What to work on: Repeat every record exactly.

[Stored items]
--

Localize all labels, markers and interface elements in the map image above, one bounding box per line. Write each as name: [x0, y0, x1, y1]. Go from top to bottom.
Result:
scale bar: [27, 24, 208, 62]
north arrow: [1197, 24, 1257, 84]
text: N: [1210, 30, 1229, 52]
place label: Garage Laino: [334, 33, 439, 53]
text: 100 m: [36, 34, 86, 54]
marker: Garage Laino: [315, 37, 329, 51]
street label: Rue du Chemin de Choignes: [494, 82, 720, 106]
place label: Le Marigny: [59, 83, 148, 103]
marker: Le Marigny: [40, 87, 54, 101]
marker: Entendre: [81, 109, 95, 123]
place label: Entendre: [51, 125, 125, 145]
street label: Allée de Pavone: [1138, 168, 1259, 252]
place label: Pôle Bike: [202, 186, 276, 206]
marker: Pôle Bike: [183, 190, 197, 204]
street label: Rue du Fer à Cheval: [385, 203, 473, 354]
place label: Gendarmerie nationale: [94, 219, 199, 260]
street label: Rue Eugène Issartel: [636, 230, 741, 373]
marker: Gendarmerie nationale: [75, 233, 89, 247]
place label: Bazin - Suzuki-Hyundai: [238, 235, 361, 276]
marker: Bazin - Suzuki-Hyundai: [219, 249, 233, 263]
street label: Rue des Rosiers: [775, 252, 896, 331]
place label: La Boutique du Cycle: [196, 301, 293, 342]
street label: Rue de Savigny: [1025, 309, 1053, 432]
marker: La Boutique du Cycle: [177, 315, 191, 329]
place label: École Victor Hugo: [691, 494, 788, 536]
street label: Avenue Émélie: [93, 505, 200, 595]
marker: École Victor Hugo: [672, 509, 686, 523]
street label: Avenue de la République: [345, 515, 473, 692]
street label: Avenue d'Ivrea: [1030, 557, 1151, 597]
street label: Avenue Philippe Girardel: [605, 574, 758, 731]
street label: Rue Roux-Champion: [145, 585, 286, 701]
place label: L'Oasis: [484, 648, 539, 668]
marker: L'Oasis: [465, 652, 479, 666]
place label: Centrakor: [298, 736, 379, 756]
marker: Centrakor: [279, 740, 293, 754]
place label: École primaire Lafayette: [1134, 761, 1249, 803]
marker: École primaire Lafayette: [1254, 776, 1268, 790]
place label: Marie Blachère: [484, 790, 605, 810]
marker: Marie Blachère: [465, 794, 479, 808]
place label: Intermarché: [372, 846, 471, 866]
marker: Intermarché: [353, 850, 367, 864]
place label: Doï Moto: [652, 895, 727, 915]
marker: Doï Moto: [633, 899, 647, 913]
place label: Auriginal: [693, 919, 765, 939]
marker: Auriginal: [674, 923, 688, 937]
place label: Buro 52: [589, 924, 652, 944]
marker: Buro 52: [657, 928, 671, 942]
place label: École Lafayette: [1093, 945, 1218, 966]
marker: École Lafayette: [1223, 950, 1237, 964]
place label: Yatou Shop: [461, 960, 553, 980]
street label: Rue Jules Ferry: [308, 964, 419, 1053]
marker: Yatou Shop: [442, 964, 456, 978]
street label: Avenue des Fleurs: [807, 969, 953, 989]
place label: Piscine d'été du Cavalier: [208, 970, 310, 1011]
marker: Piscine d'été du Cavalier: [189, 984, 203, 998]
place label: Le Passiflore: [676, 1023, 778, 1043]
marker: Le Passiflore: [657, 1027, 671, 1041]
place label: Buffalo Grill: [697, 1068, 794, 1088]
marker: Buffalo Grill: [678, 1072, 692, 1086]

--

Worked solution:
Localize all labels, markers and interface elements in the map image above, one bounding box per line. Write each as name: [x0, y0, x1, y1]. Go from top to bottom.
Result:
scale bar: [27, 24, 208, 62]
north arrow: [1197, 24, 1257, 84]
text: N: [1210, 30, 1229, 52]
place label: Garage Laino: [334, 33, 439, 53]
text: 100 m: [36, 34, 86, 54]
marker: Garage Laino: [315, 37, 329, 51]
street label: Rue du Chemin de Choignes: [494, 82, 720, 106]
place label: Le Marigny: [59, 83, 148, 103]
marker: Le Marigny: [40, 87, 54, 101]
marker: Entendre: [81, 109, 95, 123]
place label: Entendre: [51, 125, 125, 145]
street label: Allée de Pavone: [1138, 168, 1259, 252]
place label: Pôle Bike: [202, 186, 276, 206]
marker: Pôle Bike: [183, 190, 197, 204]
street label: Rue du Fer à Cheval: [385, 203, 473, 354]
place label: Gendarmerie nationale: [94, 219, 199, 260]
street label: Rue Eugène Issartel: [636, 230, 741, 373]
marker: Gendarmerie nationale: [75, 233, 89, 247]
place label: Bazin - Suzuki-Hyundai: [238, 235, 361, 276]
marker: Bazin - Suzuki-Hyundai: [219, 249, 233, 263]
street label: Rue des Rosiers: [775, 252, 896, 331]
place label: La Boutique du Cycle: [196, 301, 293, 342]
street label: Rue de Savigny: [1025, 309, 1053, 432]
marker: La Boutique du Cycle: [177, 315, 191, 329]
place label: École Victor Hugo: [691, 494, 788, 536]
street label: Avenue Émélie: [93, 505, 200, 595]
marker: École Victor Hugo: [672, 509, 686, 523]
street label: Avenue de la République: [345, 515, 473, 692]
street label: Avenue d'Ivrea: [1030, 557, 1151, 597]
street label: Avenue Philippe Girardel: [605, 574, 758, 731]
street label: Rue Roux-Champion: [145, 585, 286, 701]
place label: L'Oasis: [484, 648, 539, 668]
marker: L'Oasis: [465, 652, 479, 666]
place label: Centrakor: [298, 736, 379, 756]
marker: Centrakor: [279, 740, 293, 754]
place label: École primaire Lafayette: [1134, 761, 1249, 803]
marker: École primaire Lafayette: [1254, 776, 1268, 790]
place label: Marie Blachère: [484, 790, 605, 810]
marker: Marie Blachère: [465, 794, 479, 808]
place label: Intermarché: [372, 846, 471, 866]
marker: Intermarché: [353, 850, 367, 864]
place label: Doï Moto: [652, 895, 727, 915]
marker: Doï Moto: [633, 899, 647, 913]
place label: Auriginal: [693, 919, 765, 939]
marker: Auriginal: [674, 923, 688, 937]
place label: Buro 52: [589, 924, 652, 944]
marker: Buro 52: [657, 928, 671, 942]
place label: École Lafayette: [1093, 945, 1218, 966]
marker: École Lafayette: [1223, 950, 1237, 964]
place label: Yatou Shop: [461, 960, 553, 980]
street label: Rue Jules Ferry: [308, 964, 419, 1053]
marker: Yatou Shop: [442, 964, 456, 978]
street label: Avenue des Fleurs: [807, 969, 953, 989]
place label: Piscine d'été du Cavalier: [208, 970, 310, 1011]
marker: Piscine d'été du Cavalier: [189, 984, 203, 998]
place label: Le Passiflore: [676, 1023, 778, 1043]
marker: Le Passiflore: [657, 1027, 671, 1041]
place label: Buffalo Grill: [697, 1068, 794, 1088]
marker: Buffalo Grill: [678, 1072, 692, 1086]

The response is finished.